> [Activity]: Report each line of the records below that uses the word "above".

> [Task inputs]:
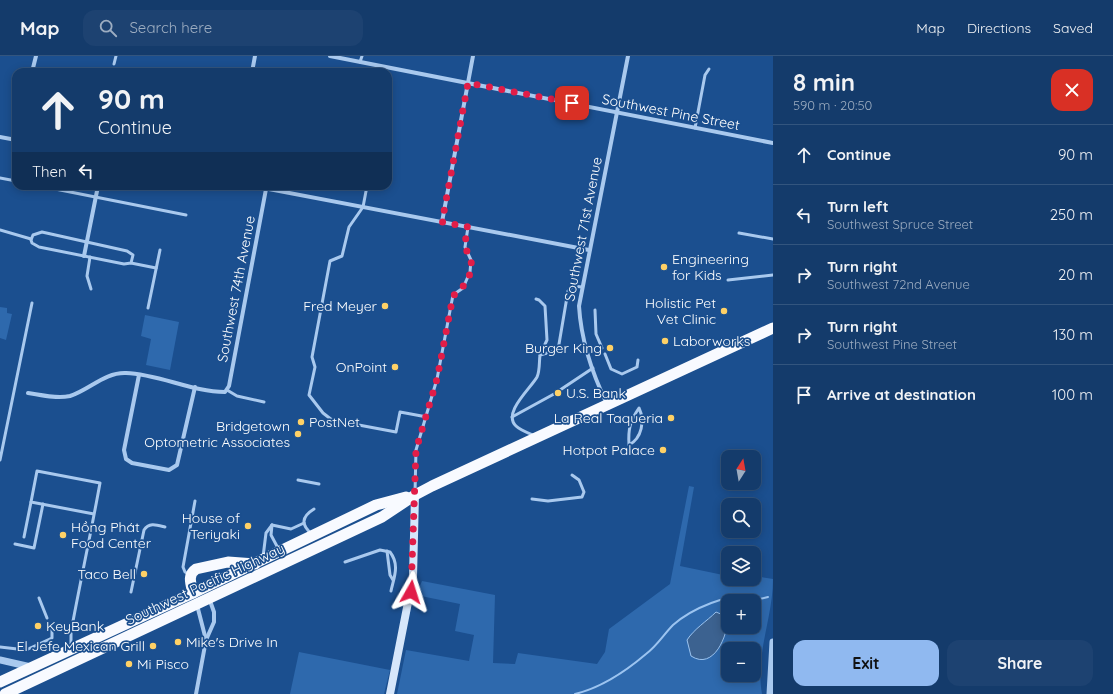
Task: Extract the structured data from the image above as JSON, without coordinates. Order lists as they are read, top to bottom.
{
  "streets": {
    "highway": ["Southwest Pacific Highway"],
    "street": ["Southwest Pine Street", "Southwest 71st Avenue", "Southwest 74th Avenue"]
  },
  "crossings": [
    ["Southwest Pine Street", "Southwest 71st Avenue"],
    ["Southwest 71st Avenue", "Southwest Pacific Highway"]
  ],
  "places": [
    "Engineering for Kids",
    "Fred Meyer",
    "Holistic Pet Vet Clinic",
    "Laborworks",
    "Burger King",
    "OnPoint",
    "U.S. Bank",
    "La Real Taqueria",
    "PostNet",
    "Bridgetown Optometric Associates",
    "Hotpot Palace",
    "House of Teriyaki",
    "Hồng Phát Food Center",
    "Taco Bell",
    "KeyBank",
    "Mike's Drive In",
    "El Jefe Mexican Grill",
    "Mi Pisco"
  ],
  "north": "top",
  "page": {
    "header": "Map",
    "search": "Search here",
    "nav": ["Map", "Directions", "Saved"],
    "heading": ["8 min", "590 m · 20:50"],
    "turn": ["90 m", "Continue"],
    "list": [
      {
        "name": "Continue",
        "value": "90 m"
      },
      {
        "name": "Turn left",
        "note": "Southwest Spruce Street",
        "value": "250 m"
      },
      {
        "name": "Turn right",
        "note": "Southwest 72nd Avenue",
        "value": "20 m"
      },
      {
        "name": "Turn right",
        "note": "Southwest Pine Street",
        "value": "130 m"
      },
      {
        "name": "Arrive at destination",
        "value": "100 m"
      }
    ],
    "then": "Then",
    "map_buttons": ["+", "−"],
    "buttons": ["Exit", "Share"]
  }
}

...

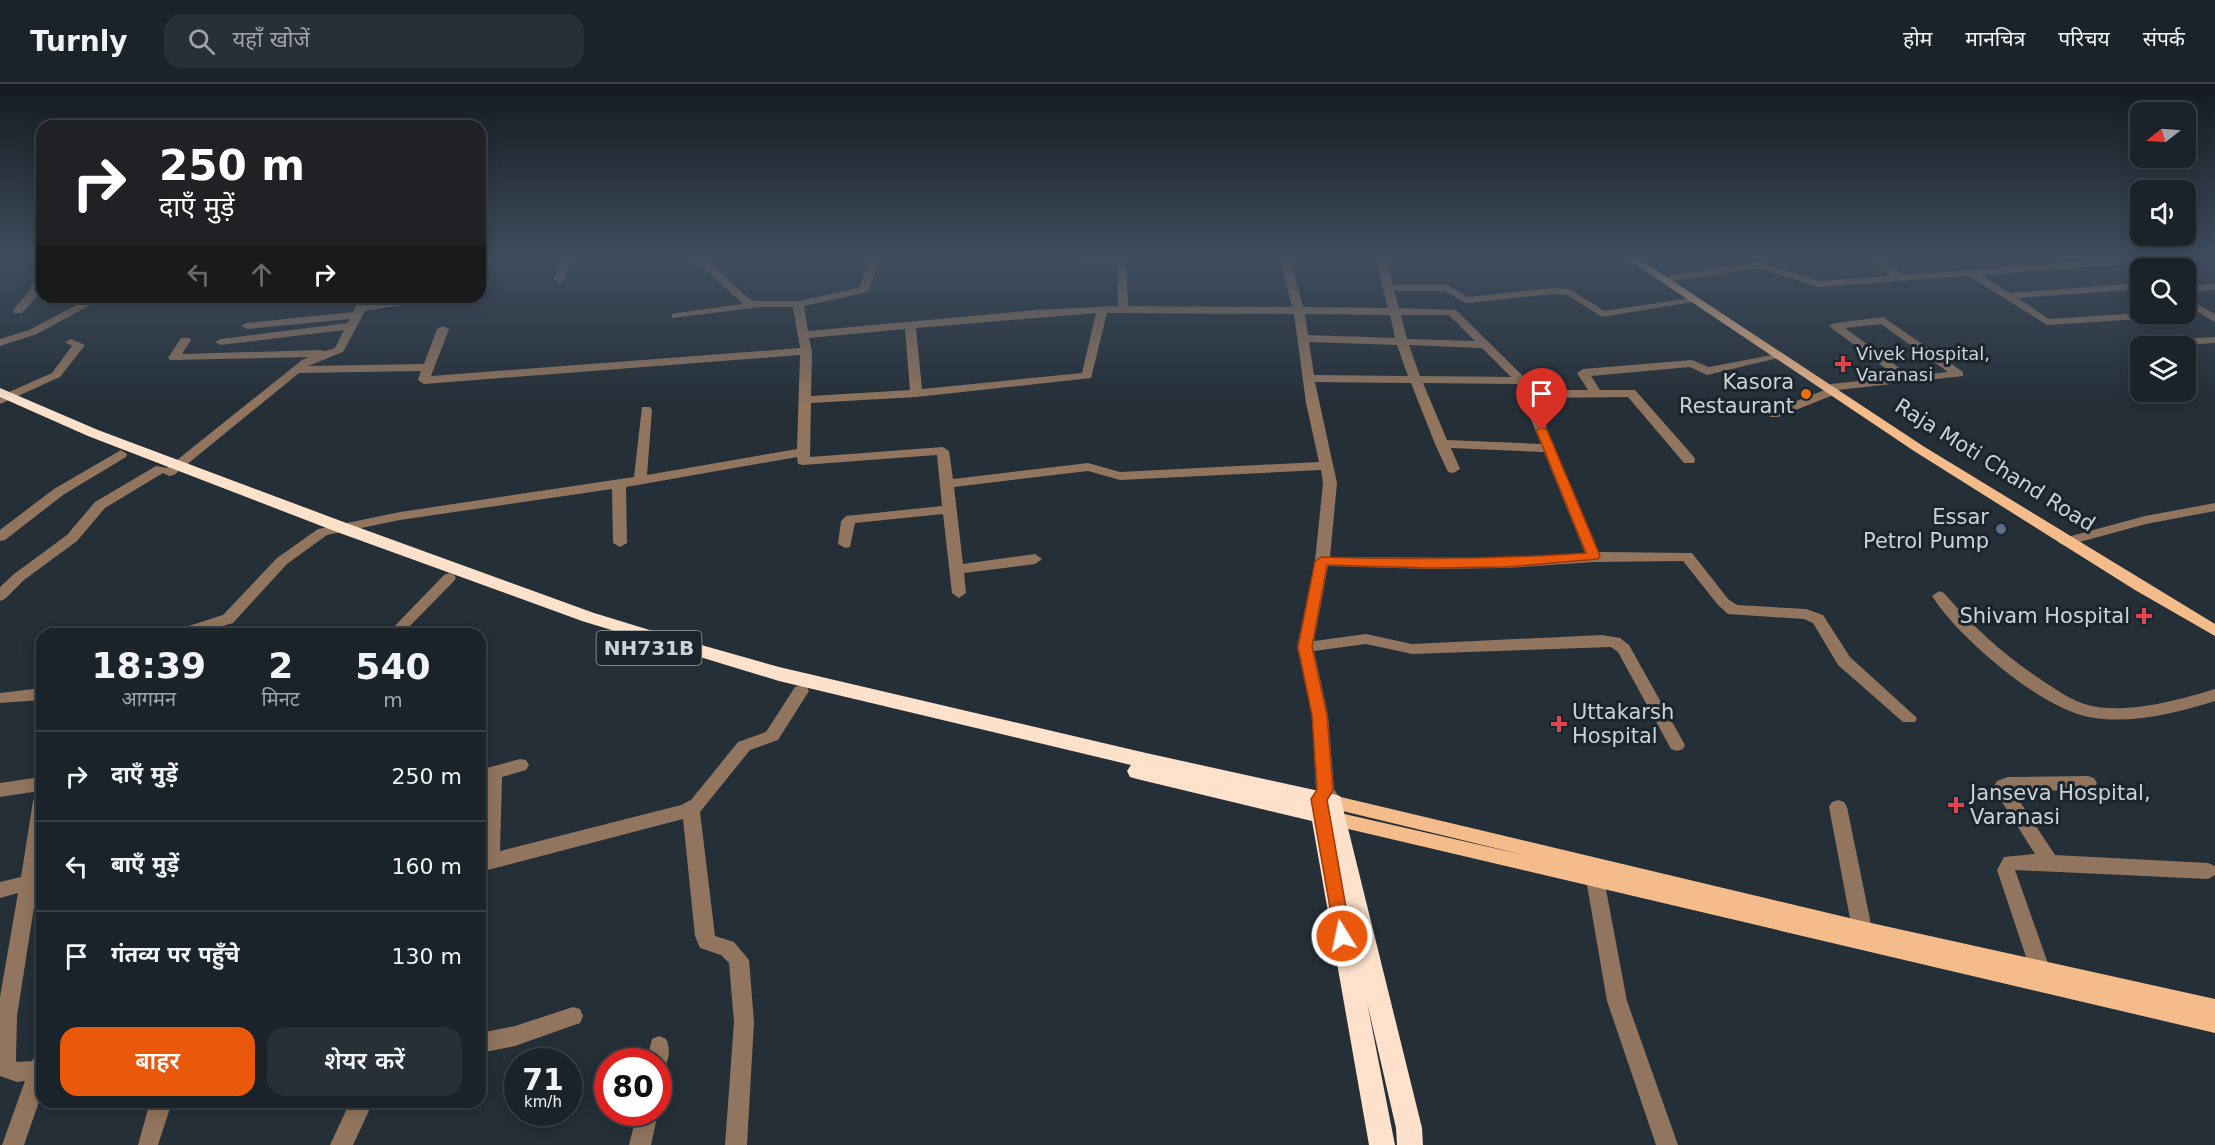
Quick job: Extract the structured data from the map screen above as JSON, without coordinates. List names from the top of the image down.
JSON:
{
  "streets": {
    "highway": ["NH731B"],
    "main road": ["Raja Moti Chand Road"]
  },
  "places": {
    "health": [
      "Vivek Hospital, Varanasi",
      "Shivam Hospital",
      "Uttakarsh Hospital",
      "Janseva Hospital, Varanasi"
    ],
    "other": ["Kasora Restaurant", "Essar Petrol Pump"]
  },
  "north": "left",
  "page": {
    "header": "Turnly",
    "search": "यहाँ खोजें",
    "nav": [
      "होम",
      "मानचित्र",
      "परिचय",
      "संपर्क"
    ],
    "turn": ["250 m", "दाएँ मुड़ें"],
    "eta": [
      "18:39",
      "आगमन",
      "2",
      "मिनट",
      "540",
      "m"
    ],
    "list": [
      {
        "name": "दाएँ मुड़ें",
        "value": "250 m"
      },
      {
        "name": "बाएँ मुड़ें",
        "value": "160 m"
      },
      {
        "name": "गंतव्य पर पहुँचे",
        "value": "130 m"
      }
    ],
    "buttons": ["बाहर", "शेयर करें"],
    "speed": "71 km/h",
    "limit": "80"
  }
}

> [Output below]:
Task: Extract the structured data from the image above as JSON, without coordinates. Order lists as they are read, top to bottom.
Quick job: Extract the structured data from the map screen above as JSON, without coordinates. List names from the top of the image down.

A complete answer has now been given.